HOWARD COUNTY might need a full-time County Council in years to come, but part-time council members elected next year should at least get a pay raise, two councilmen told members of the county's Compensation Review Commission.

Chairman Guy Guzzone, a North Laurel-Savage Democrat, and east Columbia Democrat David A. Rakes said that some weeks, they spend up to 60 hours, including evenings and weekends, fulfilling their duties as legislators, community leaders, Zoning Board and liquor board members. During the past year or two, comprehensive rezoning consumed huge amounts of time, both agreed. Other weeks, they may spend less than 30 hours on the job. The other three council members and County Executive James N. Robey are to be interviewed by the commission later.
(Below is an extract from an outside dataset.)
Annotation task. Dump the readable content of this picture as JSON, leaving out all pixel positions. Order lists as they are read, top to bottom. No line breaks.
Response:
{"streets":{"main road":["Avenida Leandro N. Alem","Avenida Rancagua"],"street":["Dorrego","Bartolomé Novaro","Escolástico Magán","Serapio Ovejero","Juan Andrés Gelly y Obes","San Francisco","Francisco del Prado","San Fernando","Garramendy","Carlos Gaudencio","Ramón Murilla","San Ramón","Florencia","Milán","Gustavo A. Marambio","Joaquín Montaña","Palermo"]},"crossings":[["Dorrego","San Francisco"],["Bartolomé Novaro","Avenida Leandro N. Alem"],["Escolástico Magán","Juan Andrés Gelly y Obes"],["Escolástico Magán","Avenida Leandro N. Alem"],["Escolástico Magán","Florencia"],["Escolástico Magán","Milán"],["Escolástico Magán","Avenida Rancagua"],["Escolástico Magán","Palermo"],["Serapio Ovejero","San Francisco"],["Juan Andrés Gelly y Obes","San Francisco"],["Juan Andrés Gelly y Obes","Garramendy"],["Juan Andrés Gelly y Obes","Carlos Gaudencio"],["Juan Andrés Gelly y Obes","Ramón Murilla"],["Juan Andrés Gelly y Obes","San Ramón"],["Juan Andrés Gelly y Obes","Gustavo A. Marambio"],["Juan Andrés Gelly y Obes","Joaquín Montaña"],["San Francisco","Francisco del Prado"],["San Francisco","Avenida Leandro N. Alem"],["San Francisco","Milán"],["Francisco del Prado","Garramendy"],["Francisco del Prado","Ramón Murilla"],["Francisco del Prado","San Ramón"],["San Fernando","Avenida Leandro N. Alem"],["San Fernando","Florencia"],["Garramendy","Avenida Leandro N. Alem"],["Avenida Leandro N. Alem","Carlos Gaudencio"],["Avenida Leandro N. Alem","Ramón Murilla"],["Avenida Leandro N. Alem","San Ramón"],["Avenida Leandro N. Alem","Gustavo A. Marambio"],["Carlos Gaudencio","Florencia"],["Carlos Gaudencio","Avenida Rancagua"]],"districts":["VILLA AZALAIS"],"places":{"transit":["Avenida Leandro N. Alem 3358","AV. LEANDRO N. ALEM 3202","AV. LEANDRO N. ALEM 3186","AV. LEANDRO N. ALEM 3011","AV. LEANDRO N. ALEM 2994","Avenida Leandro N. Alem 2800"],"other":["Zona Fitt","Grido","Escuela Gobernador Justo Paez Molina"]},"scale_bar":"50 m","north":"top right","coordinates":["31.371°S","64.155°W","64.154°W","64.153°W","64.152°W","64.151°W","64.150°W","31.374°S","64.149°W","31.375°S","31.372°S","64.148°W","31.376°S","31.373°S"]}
Guzzone said the council job may need to become full-time "sometime in the not too distant future" -- perhaps over the next three or four election cycles (12 to 16 years). Rakes agreed, adding, however, that there is more to the job than work. "I have a lot of fun" attending community events and mixing with people. "This is a job you've got to like -- you want to do," he told the commissioners.

Although all local legislative bodies in Maryland are at least technically considered part-time jobs, council members in Prince George's and Montgomery counties work virtually full time, officials there said.
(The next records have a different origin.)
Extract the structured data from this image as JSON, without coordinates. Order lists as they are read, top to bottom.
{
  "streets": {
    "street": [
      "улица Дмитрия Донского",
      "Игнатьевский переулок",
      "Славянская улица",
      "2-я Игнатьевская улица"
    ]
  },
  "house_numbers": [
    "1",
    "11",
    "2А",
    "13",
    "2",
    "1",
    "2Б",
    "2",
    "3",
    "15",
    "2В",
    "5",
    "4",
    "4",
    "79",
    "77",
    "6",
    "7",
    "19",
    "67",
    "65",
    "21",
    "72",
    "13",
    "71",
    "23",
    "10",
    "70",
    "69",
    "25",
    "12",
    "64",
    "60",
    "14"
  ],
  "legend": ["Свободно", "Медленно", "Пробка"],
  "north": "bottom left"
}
For their efforts, Howard's council members are next to last in salary among the region's elected officials. Compensation ranges from a low of $31,000 in Harford County to a high of $76,654 in Montgomery. Howard's council salaries have been frozen at $33,800 since 2002, though members also earn extra money for each Zoning Board or liquor board meeting they attend. The chairman also gets $1,000 more. Council pay was $30,300 in 1993 and rose to $31,175 by December 1997.

Pressed for an off-the-cuff suggestion for a pay raise, Guzzone said maybe $10,000 or an amount that matches the consumer price index or the percentage county employees have received might be fair. Rakes guessed that 10 percent to 15 percent might be right. Guzzone is a two-term councilman who is expected to run for county executive next year. Rakes, a freshman, has said he wants to run for re-election.

Guzzone said some might not consider attendance at public ceremonies and events to be work, but "I take that as part of my job." In addition, he pointed to discussion of zoning changes in the western county as an example of an issue not before the council officially, but that still takes lots of time.

"It's not legislation yet, but am I spending lots of time on it? You bet," he said.

The seven-member commission meets once every four years to determine the pay for officials elected for the new term.

This year's group plans several more sessions and a public hearing at 7 p.m. Oct. 26 in the County Council chambers.

The commission's recommendations will then go to the council for a vote.

In 2002, the council approved a pay raise for the county executive but not for itself because of political tensions amid the recession that was ravaging the county budget.

Carline Cazeau, a commission member, said the council's salary surprised her.

"Most of the public would be shocked to hear how [little] council members are compensated. I know I was," she said.

Commissioner Steven Sass worried that if salaries are too low, ambitious young people with family expenses may not be able to afford public service.

But Barbara Miller, another commission member, said people who run for office often have other motives.

"They come into it for power, control -- all kinds of reasons," she said.

Commission Chairwoman Lynn Benton said the group's task is "setting a balance. You want to have a salary level where people can afford to run, but not attract someone just for the money."

Deadline approaches

Last year, Howard's delegates and senators became embroiled in a fight over whether local bills submitted for General Assembly consideration in January should be accepted if filed late.

This year, the House delegation chairwoman, Del. Shane E. Pendergrass, is hoping to prevent that by advertising Wednesday's deadline for submitting requests.

"I'm optimistic that we're not going to have the problem -- that everybody's going to try real hard to get things in on time," she said.

The Senate delegation chairman, Sen. Allan H. Kittleman, generally agreed, though he noted that "things happen," and some late event could spur consideration of a late bill.

Hooe running again

Joe Hooe, 37, of Lansdowne, a Republican auto repair and towing company owner who ran third for the two District 12A delegates seats in 2002, has announced he will try again next year.

Hooe issued a news release announcing his candidacy under the headline: "12A gets a second chance."

Hooe got 23 percent of the vote last time in the southwestern Baltimore County/Elkridge district, behind Democratic Dels. James E. Malone Jr. and Steven J. DeBoy Sr., who got 25 percent.